Although the Ministry of Petroleum Resources, in the new National Petroleum Policy approved by the Federal Executive Council, said the government aimed to make the refineries successful and commercially viable enterprises, it stressed that government was ready to sell any of them that failed to meet respond promptly.
It said, “They will be encouraged to become so and will be supported as much as it is within the government’s ability to do so. Each refinery will be given a transition period in which to set themselves up on their own feet.
“Ultimately though, if a refinery fails to make the transition and become commercially viable, the petroleum policy is for the government to divest (sell off), grant a concession or if necessary, close down any non-performing government-owned refinery.

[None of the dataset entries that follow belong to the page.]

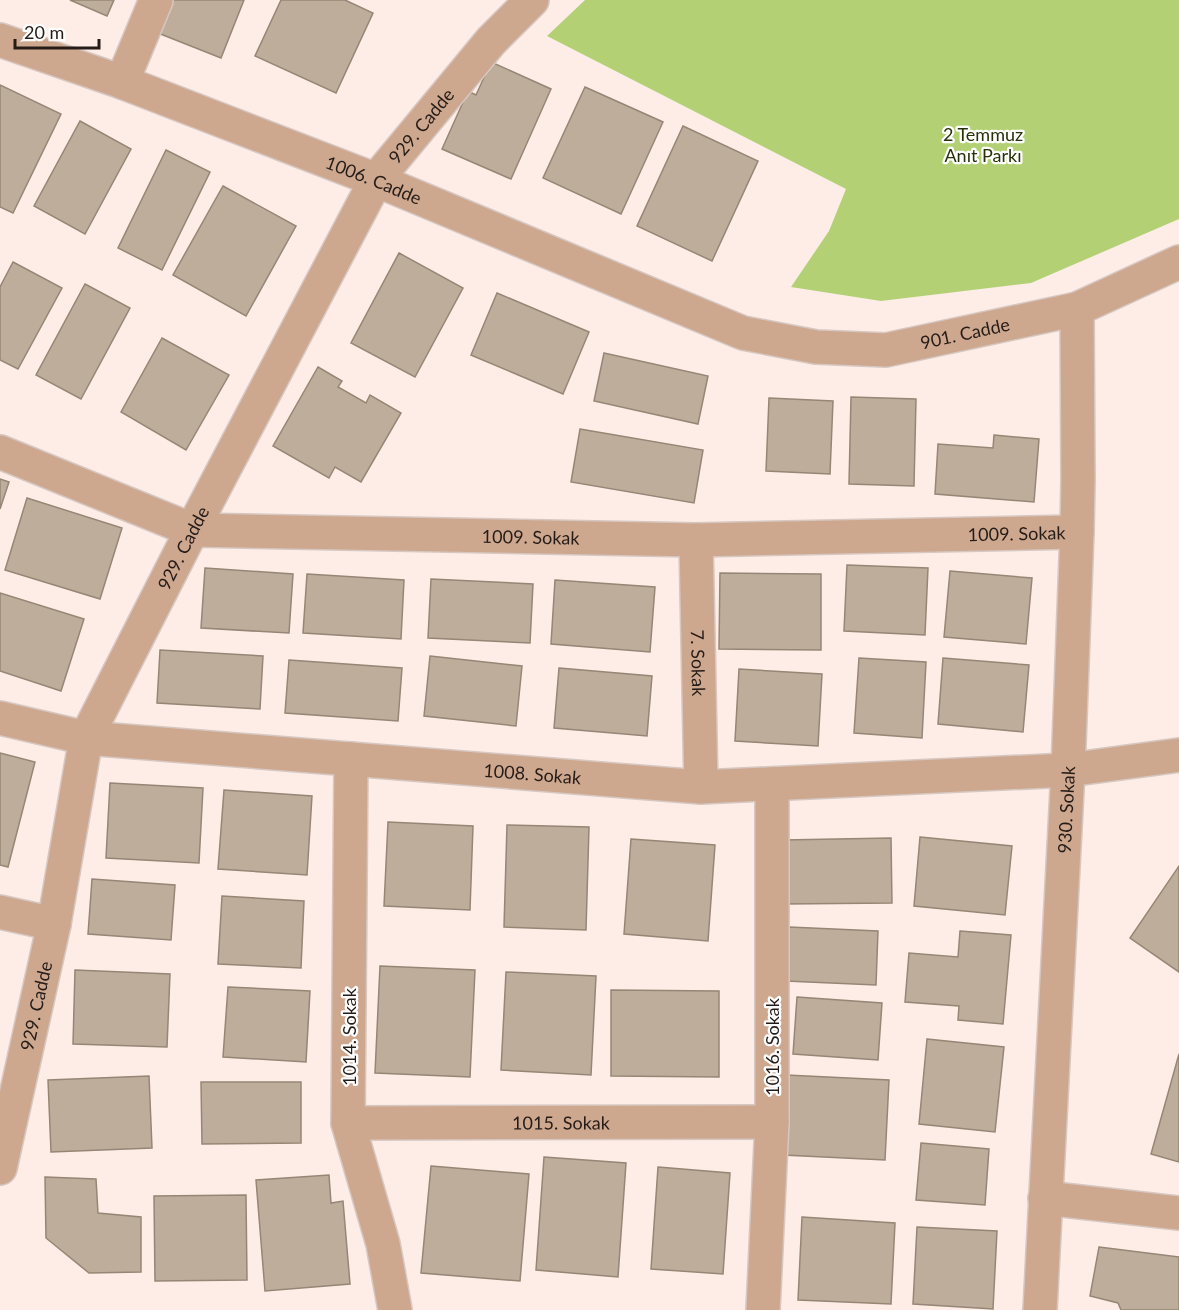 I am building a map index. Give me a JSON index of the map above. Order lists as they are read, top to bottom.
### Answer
{
  "streets": {
    "street": [
      "929. Cadde",
      "1006. Cadde",
      "901. Cadde",
      "1009. Sokak",
      "7. Sokak",
      "1008. Sokak",
      "930. Sokak",
      "1014. Sokak",
      "1016. Sokak",
      "1015. Sokak"
    ]
  },
  "crossings": [
    ["929. Cadde", "1006. Cadde"],
    ["929. Cadde", "1009. Sokak"],
    ["929. Cadde", "1008. Sokak"],
    ["1006. Cadde", "901. Cadde"],
    ["901. Cadde", "930. Sokak"],
    ["1009. Sokak", "7. Sokak"],
    ["1009. Sokak", "930. Sokak"],
    ["7. Sokak", "1008. Sokak"],
    ["1008. Sokak", "930. Sokak"],
    ["1008. Sokak", "1014. Sokak"],
    ["1008. Sokak", "1016. Sokak"],
    ["1014. Sokak", "1015. Sokak"],
    ["1016. Sokak", "1015. Sokak"]
  ],
  "parks": ["2 Temmuz Anıt Parkı"],
  "scale_bar": "20 m"
}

In either instance, the site may be handed over to a suitably qualified private sector developer to build a new refinery facility on the same site.”
According to the policy document, of the three NNPC refineries, Port Harcourt is expected to be the best place to succeed.
It said, “It has installed its own independent gas-fired power supply; it has undertaken its own turnaround maintenance; it is close to jetties and the pipeline length from crude oil suppliers is short (less of a pipeline security risk), and it is operationally ready to produce refined products to international standards, although the cost structure is still not right.
“Of the three, Kaduna is perhaps the least ready currently because of its distance from crude oil supplies and reliance on a poorly maintained crude oil pipeline.”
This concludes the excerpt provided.